PROVIDED RECORDS

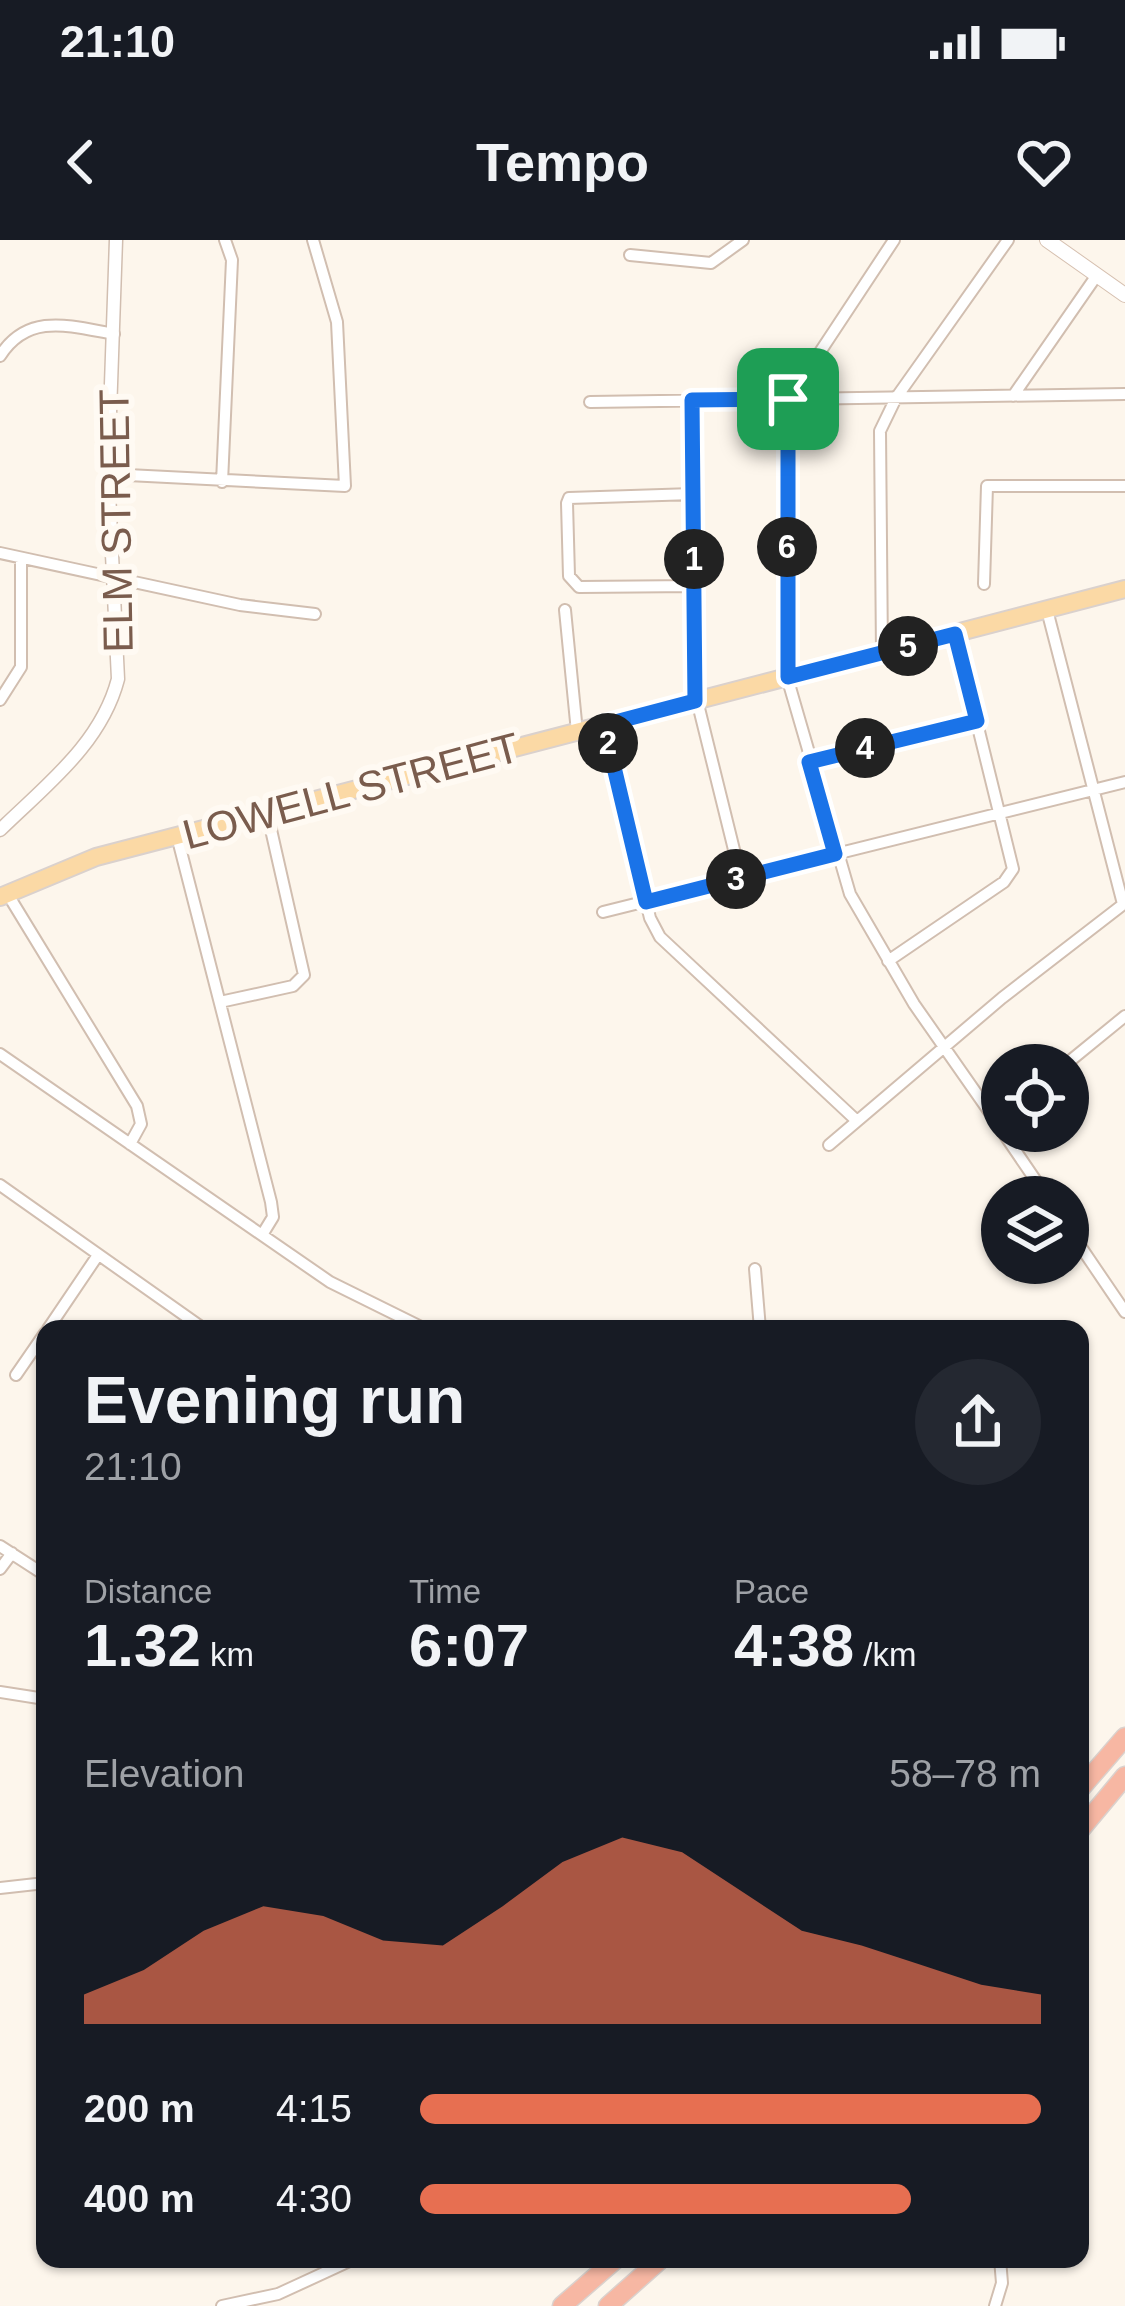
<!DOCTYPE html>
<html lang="en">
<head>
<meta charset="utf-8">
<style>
	:root { --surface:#171b24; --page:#242831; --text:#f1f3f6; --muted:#9ea1a6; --accent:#e76f51 }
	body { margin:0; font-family:Helvetica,sans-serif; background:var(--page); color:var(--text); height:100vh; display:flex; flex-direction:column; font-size:45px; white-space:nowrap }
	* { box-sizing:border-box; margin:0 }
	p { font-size:39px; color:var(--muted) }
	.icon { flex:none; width:66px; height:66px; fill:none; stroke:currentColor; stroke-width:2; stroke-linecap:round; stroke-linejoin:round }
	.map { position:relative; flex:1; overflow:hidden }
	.details { position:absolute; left:36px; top:1080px; width:1053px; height:948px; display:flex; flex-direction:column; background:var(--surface); border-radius:24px; box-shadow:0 3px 9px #0004 }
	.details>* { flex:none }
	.fabs { position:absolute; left:981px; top:804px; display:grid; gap:24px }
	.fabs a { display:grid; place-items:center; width:108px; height:108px; border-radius:50%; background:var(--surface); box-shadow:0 3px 9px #0004; font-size:60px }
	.pin { position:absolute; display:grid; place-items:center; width:102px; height:102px; color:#fff; margin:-51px; border-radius:24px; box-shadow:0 6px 18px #0006 }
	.km { position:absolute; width:60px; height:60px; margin:-30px; border-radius:50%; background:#222; color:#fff; font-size:33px; line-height:60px; text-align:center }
	.round { display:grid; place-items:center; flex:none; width:126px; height:126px; border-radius:63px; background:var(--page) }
	.summary { display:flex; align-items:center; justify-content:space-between; height:204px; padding:0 48px }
	h1 { font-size:66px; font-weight:700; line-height:90px }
	.figures { display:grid; grid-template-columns:repeat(3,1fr); gap:18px; height:204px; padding:12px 48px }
	.figures div { display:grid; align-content:center }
	.figures b { font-size:60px; font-weight:700 }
	.figures small { font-size:33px; font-weight:400 }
	.figures p { font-size:33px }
	.chart { height:336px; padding:24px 48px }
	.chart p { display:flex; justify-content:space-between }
	.chart svg { width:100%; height:216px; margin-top:12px; fill:var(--accent); opacity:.7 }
	ul { padding:0 48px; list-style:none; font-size:39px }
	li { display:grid; grid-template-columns:192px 144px 1fr; align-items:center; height:90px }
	li i { height:30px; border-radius:15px; background:var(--accent) }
	.status { display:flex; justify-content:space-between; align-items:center; height:84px; padding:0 60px; background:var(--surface); direction:ltr }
	.status svg { height:33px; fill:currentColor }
	header { display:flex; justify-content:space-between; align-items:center; height:156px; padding:0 48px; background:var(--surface); font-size:54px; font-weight:700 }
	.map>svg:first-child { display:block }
</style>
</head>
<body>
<div class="status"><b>21:10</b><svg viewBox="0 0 49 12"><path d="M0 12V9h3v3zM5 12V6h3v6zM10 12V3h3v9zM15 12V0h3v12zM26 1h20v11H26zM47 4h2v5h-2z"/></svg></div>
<header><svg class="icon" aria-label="back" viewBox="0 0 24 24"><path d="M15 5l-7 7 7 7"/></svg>Tempo<svg class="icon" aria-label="heart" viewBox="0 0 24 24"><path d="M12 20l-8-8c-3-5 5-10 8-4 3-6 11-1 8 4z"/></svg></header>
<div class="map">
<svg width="1125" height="2066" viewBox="0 0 1125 2066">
	<rect width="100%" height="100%" fill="#fdf6ec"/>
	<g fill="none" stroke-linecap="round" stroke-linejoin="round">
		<g stroke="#d1beb0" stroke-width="14">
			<path id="minor" d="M894,0L789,159L787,437L850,654L914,764L1002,890
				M630,15L711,23L743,0
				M0,116C28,72 70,86 114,94
				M1013,156L1097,35
				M692,160L693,444L741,638
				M590,162L1125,154
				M108,234L345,246L337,82L313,0
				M222,242L232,20L225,0
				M693,254L569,258L567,263L569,336L579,347L694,346
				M0,313L240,365L315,374
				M984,344L987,246H1125
				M565,370L577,492
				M1047,370L1123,664
				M882,413L880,191L896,158L1008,0
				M0,460L21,427V318
				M604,485L650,678L660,697L857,881
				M809,522L977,481
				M177,596L271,962L273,977L262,995
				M7,653L137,866L141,884L130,904
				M603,672L1125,542
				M888,721L1004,642L1013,629L955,394
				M220,762L293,746L304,735L267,572
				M0,814L330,1042L425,1089
				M1065,825L1125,776
				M1002,891L1047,957
				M829,905L1002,758L1125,663
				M0,945L204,1089
				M1068,988L1125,1072
				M755,1029L760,1089
				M48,1089L98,1015
				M16,1135L45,1093
				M0,1306L45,1335
				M0,1329L12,1313
				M0,1452L45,1459
				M0,1648L45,1643
				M222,2066L278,2054L354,2019
				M995,2066L1002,2043L1000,2019"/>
		</g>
		<g stroke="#d1beb0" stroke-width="15">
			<path id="tertiary" d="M0,590C46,545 101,504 118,439L108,231L116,0"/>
		</g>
		<g stroke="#d6c0b0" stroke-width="16">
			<path id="secondary" d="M1047,0L1125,55"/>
		</g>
		<g stroke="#dad1cd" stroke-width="20">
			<path id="primary" d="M0,657L96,617L1125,349"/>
		</g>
		<g stroke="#dad1cd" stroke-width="21">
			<path id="motorway" d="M1080,1549L1125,1497
				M1080,1590L1125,1536
				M562,2066L616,2019
				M608,2066L661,2019"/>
		</g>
		<use href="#minor" stroke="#fff" stroke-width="10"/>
		<use href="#tertiary" stroke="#fff" stroke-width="12"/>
		<use href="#secondary" stroke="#fff" stroke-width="14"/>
		<use href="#primary" stroke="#fbd9a5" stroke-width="16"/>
		<use href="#motorway" stroke="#f7b7a3" stroke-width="18"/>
	</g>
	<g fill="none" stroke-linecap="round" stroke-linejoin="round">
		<g stroke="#fff" stroke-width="24">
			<path id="route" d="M788,159V437L955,394L977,481L809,522L835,614L646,662L604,485L695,461L692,160Z"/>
		</g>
		<use href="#route" stroke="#1a73e8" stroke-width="15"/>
	</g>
	<g text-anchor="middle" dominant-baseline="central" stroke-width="12" stroke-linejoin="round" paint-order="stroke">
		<g font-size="42" fill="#7a5c4d" stroke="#fffaf3">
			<text transform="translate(116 281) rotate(-91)">ELM STREET</text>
			<text transform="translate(351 551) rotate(-15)">LOWELL STREET</text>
		</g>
	</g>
</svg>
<div class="fabs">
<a><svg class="icon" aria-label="locate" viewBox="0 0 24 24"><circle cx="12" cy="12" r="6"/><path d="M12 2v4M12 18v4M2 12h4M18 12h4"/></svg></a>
<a><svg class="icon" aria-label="layers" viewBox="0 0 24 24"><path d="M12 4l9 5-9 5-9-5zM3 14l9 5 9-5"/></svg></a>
</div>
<div class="pin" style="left:788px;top:159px;background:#1e9e55"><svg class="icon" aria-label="arrive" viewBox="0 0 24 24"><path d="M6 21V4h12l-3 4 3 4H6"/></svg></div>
<b class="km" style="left:694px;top:319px">1</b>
<b class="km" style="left:608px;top:503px">2</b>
<b class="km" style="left:736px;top:639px">3</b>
<b class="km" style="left:865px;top:508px">4</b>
<b class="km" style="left:908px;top:406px">5</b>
<b class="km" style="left:787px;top:307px">6</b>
<section class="details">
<div class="summary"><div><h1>Evening run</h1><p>21:10</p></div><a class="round"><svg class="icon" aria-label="share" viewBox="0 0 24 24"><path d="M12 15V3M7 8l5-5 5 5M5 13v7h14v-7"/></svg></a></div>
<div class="figures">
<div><p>Distance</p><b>1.32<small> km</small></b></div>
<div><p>Time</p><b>6:07</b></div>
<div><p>Pace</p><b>4:38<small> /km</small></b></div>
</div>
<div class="chart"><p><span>Elevation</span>58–78 m</p>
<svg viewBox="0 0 160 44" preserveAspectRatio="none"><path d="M0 44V38L10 33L20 25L30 20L40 22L50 27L60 28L70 20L80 11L90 6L100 9L110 17L120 25L130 28L140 32L150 36L160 38V44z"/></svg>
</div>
<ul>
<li><b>200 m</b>4:15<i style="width:100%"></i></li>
<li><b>400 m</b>4:30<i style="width:79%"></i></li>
</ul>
</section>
</div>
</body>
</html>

TASK BRIEF
The response should hold only an exact retyping of the lines from the beginning of the data through the line containing "position:absolute; display:grid; place-items:center;", both ends kept, pictures omitted.

EXERCISE SOLUTION
<!DOCTYPE html>
<html lang="en">
<head>
<meta charset="utf-8">
<style>
	:root { --surface:#171b24; --page:#242831; --text:#f1f3f6; --muted:#9ea1a6; --accent:#e76f51 }
	body { margin:0; font-family:Helvetica,sans-serif; background:var(--page); color:var(--text); height:100vh; display:flex; flex-direction:column; font-size:45px; white-space:nowrap }
	* { box-sizing:border-box; margin:0 }
	p { font-size:39px; color:var(--muted) }
	.icon { flex:none; width:66px; height:66px; fill:none; stroke:currentColor; stroke-width:2; stroke-linecap:round; stroke-linejoin:round }
	.map { position:relative; flex:1; overflow:hidden }
	.details { position:absolute; left:36px; top:1080px; width:1053px; height:948px; display:flex; flex-direction:column; background:var(--surface); border-radius:24px; box-shadow:0 3px 9px #0004 }
	.details>* { flex:none }
	.fabs { position:absolute; left:981px; top:804px; display:grid; gap:24px }
	.fabs a { display:grid; place-items:center; width:108px; height:108px; border-radius:50%; background:var(--surface); box-shadow:0 3px 9px #0004; font-size:60px }
	.pin { position:absolute; display:grid; place-items:center; width:102px; height:102px; color:#fff; margin:-51px; border-radius:24px; box-shadow:0 6px 18px #0006 }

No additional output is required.